REQUIRED ACTION – Pick every line from the data that holds the word "rows".

================================

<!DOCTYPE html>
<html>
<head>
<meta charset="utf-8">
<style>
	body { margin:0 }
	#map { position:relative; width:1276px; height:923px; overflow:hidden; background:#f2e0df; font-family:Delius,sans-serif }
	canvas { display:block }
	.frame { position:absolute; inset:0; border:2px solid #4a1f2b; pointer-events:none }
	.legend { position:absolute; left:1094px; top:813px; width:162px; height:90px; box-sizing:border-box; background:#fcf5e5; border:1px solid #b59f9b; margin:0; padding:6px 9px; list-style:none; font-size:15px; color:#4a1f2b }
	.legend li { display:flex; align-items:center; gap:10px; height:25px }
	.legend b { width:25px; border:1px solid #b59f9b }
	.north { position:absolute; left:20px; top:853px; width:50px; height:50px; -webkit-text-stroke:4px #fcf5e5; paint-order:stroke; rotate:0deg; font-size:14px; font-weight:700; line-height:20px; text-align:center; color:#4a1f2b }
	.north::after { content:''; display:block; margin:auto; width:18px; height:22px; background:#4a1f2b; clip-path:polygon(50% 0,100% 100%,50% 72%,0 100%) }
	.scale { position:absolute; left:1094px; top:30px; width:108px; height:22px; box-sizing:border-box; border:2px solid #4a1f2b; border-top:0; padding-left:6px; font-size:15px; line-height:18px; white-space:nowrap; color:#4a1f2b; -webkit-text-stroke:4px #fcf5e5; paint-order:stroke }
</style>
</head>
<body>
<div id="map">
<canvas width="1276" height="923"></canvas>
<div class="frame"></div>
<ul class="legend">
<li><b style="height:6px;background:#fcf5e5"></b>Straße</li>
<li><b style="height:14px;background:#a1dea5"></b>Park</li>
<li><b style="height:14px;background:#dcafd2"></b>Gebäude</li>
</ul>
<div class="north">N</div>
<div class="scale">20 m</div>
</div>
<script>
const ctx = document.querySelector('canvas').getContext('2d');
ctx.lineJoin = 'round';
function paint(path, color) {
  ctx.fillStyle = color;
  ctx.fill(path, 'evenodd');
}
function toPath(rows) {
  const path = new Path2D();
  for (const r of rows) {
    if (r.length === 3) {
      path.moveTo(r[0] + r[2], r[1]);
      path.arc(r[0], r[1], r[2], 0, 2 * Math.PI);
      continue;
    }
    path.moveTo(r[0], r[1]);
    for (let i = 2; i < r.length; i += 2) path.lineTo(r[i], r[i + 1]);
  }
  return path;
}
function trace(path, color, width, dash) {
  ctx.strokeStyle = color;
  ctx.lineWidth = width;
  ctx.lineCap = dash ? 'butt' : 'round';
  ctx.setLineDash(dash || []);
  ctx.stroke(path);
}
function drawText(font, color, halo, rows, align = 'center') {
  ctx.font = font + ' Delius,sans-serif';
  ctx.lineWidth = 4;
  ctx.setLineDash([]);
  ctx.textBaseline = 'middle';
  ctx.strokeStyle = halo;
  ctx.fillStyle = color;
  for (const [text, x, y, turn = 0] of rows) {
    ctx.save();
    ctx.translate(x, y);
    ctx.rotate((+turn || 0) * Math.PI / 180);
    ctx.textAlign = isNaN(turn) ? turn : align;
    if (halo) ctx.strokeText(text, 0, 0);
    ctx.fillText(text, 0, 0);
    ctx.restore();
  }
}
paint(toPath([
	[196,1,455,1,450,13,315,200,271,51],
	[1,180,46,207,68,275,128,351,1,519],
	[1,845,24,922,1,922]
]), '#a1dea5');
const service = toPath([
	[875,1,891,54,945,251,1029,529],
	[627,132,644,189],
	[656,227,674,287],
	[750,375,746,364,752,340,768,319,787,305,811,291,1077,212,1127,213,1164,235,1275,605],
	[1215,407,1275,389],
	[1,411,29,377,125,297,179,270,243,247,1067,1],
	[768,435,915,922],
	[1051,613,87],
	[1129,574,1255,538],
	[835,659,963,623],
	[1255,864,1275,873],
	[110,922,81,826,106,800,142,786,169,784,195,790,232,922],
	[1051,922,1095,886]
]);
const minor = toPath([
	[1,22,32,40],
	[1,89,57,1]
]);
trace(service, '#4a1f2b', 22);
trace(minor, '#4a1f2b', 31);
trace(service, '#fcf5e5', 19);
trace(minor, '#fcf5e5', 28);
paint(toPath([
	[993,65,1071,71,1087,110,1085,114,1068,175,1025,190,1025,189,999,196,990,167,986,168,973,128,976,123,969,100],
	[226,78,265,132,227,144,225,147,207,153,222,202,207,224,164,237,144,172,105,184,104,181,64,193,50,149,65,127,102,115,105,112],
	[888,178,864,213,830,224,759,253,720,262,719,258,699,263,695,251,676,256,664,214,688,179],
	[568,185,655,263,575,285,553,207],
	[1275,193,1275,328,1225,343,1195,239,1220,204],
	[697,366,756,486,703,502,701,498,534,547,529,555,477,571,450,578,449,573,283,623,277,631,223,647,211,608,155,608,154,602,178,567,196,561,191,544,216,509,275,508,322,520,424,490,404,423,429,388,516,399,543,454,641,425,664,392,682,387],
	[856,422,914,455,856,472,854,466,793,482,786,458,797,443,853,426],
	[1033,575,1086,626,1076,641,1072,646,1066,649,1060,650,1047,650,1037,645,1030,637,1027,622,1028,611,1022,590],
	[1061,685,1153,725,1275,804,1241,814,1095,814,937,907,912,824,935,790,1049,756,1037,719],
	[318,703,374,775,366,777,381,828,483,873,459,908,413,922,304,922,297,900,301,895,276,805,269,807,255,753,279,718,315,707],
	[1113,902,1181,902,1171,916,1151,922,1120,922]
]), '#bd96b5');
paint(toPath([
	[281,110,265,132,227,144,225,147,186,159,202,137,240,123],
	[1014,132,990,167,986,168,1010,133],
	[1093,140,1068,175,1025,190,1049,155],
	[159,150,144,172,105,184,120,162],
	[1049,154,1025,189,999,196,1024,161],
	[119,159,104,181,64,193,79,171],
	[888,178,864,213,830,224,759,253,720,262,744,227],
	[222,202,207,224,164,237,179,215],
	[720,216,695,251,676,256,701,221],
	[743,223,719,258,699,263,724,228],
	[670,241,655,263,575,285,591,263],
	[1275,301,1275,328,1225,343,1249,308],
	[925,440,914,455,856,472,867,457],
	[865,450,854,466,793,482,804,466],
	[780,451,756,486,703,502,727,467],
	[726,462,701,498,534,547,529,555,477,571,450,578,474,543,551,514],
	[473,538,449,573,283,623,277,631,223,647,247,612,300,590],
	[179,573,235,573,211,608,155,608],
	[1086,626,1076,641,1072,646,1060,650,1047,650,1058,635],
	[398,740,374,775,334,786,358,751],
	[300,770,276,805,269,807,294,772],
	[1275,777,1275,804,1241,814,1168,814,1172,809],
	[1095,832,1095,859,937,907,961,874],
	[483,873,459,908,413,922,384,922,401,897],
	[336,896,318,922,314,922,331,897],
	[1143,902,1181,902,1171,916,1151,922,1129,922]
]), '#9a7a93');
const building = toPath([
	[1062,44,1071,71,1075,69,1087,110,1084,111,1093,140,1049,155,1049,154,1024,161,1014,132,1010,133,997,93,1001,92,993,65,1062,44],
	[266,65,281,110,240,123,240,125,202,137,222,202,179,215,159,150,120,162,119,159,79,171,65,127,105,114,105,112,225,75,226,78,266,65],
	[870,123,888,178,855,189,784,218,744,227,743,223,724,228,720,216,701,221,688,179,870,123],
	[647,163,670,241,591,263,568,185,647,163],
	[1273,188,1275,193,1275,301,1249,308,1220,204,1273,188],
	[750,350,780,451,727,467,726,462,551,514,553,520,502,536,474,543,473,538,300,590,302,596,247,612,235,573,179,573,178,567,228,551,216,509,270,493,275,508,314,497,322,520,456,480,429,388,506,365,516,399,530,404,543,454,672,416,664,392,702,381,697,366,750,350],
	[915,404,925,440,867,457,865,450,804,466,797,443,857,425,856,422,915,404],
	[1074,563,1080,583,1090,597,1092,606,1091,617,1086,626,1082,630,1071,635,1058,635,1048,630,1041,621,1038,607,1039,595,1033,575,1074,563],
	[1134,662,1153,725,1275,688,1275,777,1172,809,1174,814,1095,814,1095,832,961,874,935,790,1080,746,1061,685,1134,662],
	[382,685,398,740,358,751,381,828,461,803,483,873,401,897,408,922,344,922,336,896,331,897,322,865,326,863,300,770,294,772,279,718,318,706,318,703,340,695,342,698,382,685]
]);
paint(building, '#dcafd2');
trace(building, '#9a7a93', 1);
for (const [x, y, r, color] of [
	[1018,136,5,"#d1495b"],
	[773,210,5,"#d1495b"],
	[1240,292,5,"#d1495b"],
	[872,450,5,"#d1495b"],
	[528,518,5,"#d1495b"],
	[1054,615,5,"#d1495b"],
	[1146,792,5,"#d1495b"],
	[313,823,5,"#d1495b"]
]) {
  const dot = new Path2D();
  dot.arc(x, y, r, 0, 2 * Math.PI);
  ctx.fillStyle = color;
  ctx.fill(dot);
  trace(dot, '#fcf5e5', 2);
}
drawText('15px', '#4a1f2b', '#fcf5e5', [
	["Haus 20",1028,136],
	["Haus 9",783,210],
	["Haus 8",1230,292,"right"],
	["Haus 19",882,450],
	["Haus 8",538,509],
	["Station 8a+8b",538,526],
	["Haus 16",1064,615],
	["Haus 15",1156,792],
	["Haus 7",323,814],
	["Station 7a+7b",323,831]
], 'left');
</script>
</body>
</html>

================================

SOLUTION FOR THIS PROBLEM –
function toPath(rows) {
  for (const r of rows) {
function drawText(font, color, halo, rows, align = 'center') {
  for (const [text, x, y, turn = 0] of rows) {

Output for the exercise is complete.